● WORK TASK
Check every line of the data below for the word "limit". Copy the ones that have it.
----- RECORD SET
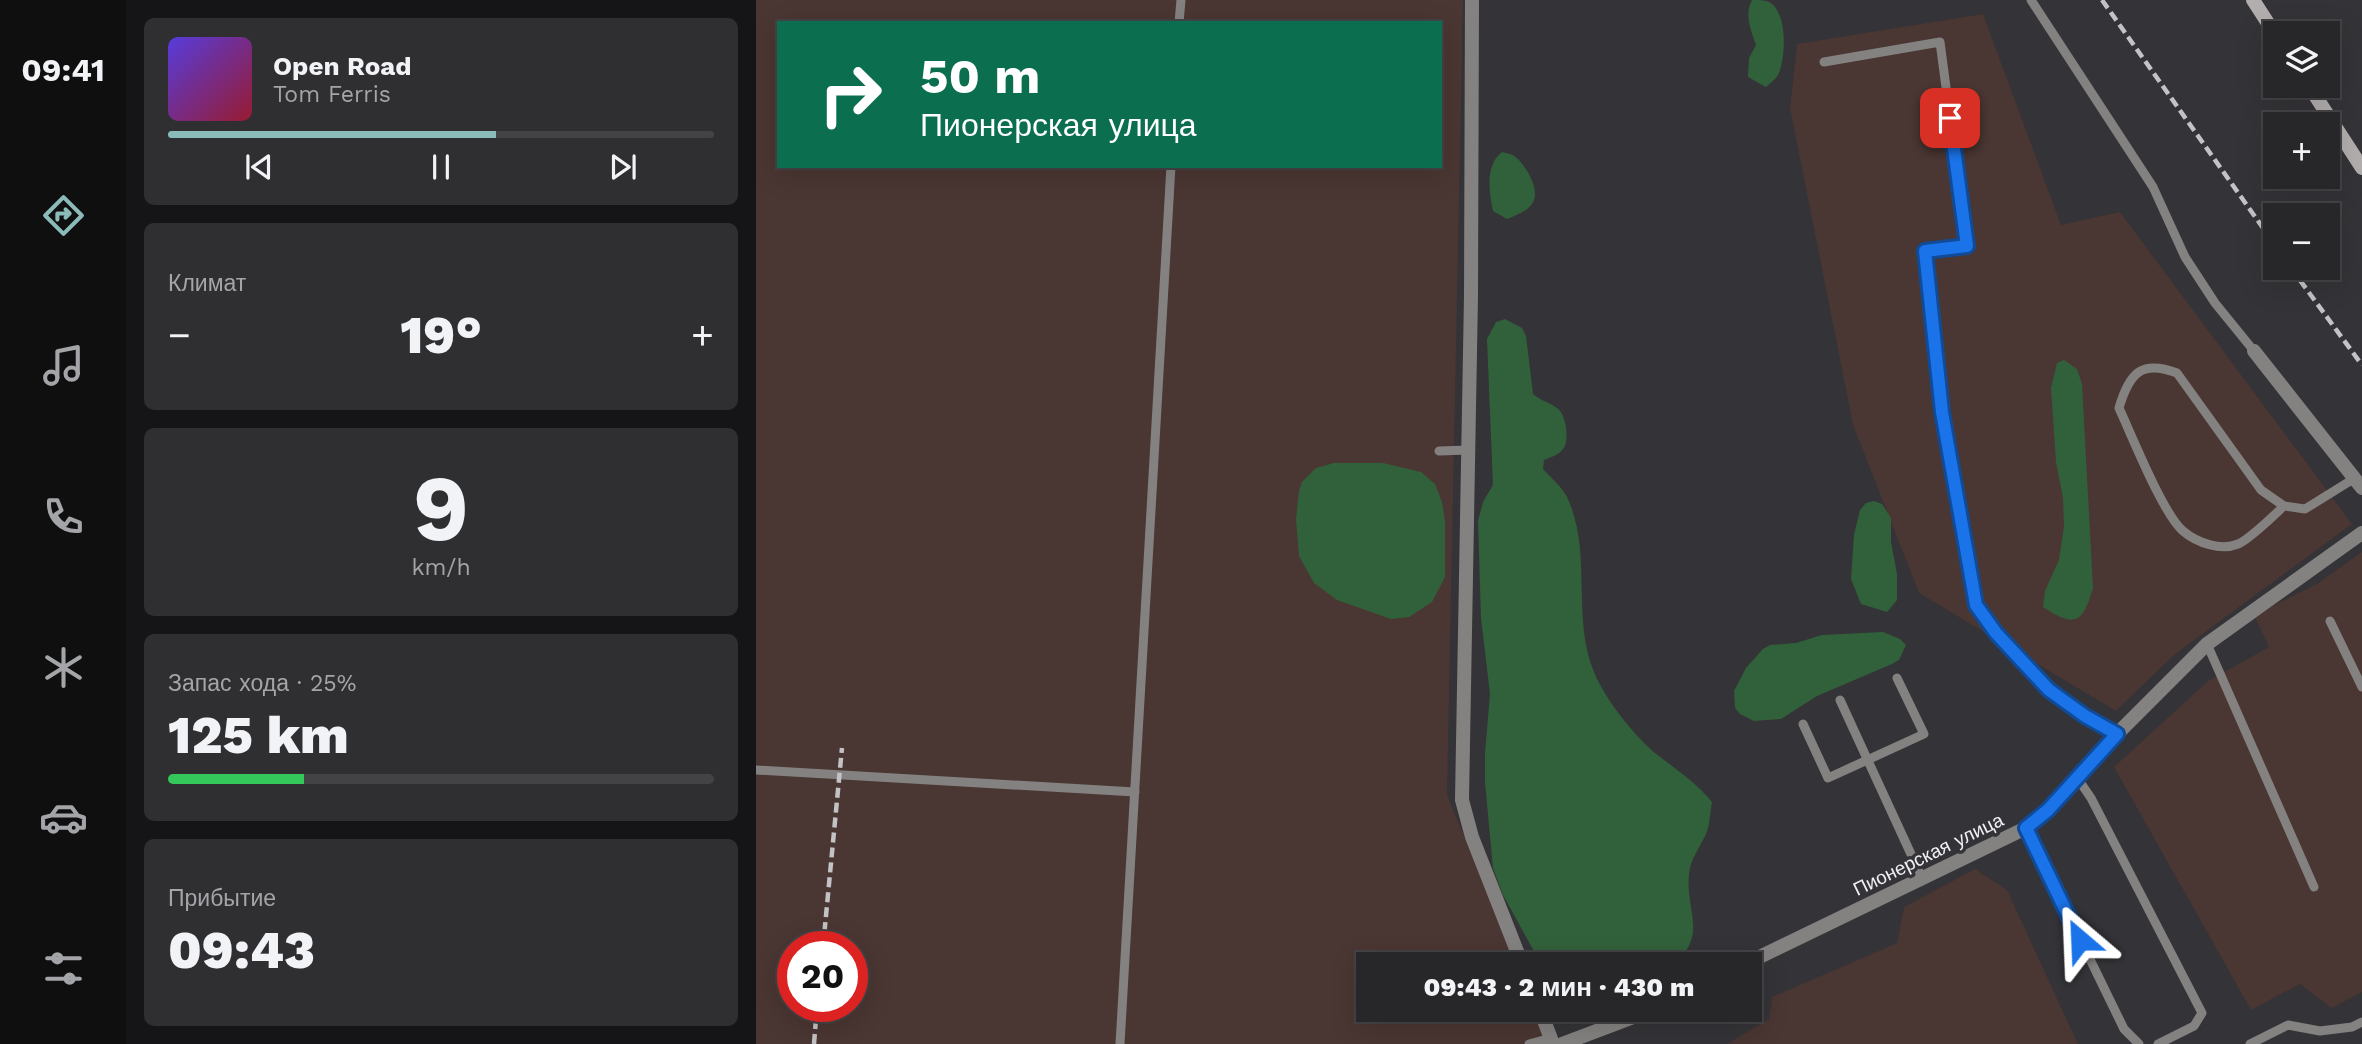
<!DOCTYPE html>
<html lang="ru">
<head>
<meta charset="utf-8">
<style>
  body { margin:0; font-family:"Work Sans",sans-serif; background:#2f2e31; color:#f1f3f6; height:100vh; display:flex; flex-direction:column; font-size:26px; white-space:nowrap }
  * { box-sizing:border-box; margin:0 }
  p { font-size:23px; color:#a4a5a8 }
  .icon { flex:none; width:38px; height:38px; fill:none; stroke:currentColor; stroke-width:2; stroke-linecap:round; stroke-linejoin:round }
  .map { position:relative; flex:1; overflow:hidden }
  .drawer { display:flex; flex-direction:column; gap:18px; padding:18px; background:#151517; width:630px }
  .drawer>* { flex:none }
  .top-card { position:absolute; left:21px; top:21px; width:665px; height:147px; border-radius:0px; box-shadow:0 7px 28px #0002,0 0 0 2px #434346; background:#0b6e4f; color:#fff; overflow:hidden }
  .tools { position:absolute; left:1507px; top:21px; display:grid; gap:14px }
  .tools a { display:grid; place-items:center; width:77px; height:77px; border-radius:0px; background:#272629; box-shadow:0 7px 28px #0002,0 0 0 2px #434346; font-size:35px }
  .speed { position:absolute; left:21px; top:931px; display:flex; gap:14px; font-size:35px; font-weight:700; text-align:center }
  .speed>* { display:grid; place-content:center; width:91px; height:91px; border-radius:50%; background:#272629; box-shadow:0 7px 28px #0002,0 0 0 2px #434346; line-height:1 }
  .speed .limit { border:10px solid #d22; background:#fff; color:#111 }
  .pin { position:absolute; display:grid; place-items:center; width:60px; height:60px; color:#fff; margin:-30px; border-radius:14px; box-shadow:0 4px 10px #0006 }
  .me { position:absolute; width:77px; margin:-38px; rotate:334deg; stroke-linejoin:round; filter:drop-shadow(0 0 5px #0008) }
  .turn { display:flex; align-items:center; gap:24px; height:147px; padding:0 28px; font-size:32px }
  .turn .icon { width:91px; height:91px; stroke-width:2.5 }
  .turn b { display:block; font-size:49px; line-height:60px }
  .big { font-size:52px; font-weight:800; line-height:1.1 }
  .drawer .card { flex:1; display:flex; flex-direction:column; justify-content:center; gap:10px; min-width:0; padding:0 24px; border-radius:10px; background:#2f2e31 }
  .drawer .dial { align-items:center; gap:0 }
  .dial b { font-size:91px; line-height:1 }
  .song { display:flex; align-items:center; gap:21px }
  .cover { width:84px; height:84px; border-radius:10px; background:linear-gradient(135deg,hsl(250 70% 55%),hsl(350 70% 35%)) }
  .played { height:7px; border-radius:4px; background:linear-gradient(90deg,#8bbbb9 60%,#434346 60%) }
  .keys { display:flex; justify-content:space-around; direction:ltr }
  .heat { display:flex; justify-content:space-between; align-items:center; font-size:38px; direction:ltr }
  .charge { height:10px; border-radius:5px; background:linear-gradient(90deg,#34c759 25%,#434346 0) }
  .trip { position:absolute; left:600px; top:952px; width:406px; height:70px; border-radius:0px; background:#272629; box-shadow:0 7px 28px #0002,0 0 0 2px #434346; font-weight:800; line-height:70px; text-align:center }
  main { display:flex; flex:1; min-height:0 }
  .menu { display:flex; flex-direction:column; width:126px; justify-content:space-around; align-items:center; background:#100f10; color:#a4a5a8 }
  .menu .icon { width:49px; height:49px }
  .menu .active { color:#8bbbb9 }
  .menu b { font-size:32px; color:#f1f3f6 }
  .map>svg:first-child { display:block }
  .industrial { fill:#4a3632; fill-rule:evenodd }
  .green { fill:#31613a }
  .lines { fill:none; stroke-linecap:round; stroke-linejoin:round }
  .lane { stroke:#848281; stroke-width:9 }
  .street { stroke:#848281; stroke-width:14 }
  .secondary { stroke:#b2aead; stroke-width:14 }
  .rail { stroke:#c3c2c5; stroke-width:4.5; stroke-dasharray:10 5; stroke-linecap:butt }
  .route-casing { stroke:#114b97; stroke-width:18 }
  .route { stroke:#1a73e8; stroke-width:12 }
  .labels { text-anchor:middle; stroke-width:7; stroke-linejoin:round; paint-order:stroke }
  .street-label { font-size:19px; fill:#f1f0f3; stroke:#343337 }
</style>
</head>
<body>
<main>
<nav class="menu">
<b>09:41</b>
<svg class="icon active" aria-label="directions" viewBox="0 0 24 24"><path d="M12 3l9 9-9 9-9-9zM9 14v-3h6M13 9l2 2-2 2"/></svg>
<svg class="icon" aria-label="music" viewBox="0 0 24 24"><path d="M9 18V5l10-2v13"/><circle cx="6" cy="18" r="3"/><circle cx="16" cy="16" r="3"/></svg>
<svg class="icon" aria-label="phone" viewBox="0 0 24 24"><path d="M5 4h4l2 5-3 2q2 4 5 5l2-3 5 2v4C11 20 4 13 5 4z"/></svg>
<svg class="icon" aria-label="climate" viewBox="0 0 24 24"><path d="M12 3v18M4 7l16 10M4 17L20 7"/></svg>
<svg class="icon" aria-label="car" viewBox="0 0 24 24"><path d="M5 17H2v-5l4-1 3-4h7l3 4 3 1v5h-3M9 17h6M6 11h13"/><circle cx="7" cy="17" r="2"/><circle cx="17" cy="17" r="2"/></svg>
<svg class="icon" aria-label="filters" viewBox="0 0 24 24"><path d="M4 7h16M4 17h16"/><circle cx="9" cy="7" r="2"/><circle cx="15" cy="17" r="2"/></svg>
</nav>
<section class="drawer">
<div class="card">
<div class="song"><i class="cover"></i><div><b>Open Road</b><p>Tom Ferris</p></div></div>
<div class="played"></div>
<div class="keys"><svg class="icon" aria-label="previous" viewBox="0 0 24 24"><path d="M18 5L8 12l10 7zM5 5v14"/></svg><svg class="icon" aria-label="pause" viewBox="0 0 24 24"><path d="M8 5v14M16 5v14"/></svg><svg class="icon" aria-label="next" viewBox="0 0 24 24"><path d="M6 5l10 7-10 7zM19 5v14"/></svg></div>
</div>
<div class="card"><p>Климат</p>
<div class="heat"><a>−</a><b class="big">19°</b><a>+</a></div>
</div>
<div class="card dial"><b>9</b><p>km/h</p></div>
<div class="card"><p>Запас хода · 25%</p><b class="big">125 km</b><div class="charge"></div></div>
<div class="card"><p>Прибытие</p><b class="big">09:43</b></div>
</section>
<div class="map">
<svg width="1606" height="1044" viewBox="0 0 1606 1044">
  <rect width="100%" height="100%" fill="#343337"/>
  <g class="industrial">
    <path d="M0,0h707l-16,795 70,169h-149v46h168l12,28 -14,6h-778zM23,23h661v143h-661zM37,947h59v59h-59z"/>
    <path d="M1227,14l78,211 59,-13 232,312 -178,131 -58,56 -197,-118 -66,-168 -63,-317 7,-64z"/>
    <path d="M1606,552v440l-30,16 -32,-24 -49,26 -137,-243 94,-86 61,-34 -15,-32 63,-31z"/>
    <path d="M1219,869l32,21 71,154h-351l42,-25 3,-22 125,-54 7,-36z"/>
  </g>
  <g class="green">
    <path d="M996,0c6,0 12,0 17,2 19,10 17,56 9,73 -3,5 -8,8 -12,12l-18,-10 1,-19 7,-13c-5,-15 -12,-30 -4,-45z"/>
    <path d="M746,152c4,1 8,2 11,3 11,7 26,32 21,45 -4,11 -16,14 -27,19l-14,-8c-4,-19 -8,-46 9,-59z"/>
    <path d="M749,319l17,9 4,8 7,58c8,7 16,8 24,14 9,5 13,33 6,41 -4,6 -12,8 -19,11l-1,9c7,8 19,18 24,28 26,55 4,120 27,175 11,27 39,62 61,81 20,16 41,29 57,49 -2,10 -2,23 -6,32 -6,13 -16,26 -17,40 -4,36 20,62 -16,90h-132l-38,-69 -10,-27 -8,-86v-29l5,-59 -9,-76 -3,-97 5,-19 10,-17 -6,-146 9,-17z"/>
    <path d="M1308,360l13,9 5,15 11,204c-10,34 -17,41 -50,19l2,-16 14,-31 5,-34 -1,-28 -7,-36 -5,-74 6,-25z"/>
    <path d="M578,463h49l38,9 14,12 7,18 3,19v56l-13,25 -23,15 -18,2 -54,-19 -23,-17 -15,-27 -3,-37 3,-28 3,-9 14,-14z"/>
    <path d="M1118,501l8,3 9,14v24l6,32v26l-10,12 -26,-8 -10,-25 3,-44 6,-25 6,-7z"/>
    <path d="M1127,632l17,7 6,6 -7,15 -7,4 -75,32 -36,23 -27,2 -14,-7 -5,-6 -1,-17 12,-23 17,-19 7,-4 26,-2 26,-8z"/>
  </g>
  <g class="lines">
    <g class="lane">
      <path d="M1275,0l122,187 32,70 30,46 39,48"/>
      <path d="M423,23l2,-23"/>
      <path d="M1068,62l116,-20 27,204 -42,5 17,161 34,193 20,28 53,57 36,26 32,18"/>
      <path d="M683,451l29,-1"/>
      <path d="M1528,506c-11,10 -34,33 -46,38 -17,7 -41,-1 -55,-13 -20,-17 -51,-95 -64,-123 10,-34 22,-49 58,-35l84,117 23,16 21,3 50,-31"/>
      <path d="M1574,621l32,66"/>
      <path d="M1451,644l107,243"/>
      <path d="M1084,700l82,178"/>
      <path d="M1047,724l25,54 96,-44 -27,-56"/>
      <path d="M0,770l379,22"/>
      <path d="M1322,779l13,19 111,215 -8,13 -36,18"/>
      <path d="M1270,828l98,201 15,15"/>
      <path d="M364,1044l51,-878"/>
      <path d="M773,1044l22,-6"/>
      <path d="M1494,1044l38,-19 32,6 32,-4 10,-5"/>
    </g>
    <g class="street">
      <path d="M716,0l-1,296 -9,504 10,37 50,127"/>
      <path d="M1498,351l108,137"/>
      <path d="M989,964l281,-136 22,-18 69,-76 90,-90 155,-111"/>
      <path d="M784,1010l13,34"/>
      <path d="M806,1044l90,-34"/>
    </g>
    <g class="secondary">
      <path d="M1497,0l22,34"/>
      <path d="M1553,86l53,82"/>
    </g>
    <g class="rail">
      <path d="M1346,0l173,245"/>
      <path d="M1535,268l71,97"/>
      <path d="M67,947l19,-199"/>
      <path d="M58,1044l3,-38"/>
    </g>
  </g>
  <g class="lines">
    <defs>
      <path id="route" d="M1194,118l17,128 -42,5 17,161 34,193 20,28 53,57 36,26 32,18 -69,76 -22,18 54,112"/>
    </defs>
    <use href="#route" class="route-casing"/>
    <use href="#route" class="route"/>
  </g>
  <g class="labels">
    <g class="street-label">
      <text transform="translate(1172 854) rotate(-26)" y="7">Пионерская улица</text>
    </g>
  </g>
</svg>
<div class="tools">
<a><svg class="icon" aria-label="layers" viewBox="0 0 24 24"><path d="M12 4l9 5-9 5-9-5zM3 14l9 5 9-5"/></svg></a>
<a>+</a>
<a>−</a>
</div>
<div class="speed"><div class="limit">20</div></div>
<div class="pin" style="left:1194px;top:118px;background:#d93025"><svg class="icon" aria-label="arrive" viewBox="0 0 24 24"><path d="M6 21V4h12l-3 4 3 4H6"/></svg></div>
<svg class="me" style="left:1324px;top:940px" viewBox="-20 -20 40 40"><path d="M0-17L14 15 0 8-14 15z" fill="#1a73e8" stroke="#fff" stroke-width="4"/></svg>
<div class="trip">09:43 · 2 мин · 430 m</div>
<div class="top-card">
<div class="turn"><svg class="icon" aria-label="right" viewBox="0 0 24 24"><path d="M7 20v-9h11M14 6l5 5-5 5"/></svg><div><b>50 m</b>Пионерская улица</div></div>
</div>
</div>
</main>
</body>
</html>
----------
● ANSWER SECTION
  .speed .limit { border:10px solid #d22; background:#fff; color:#111 }
<div class="speed"><div class="limit">20</div></div>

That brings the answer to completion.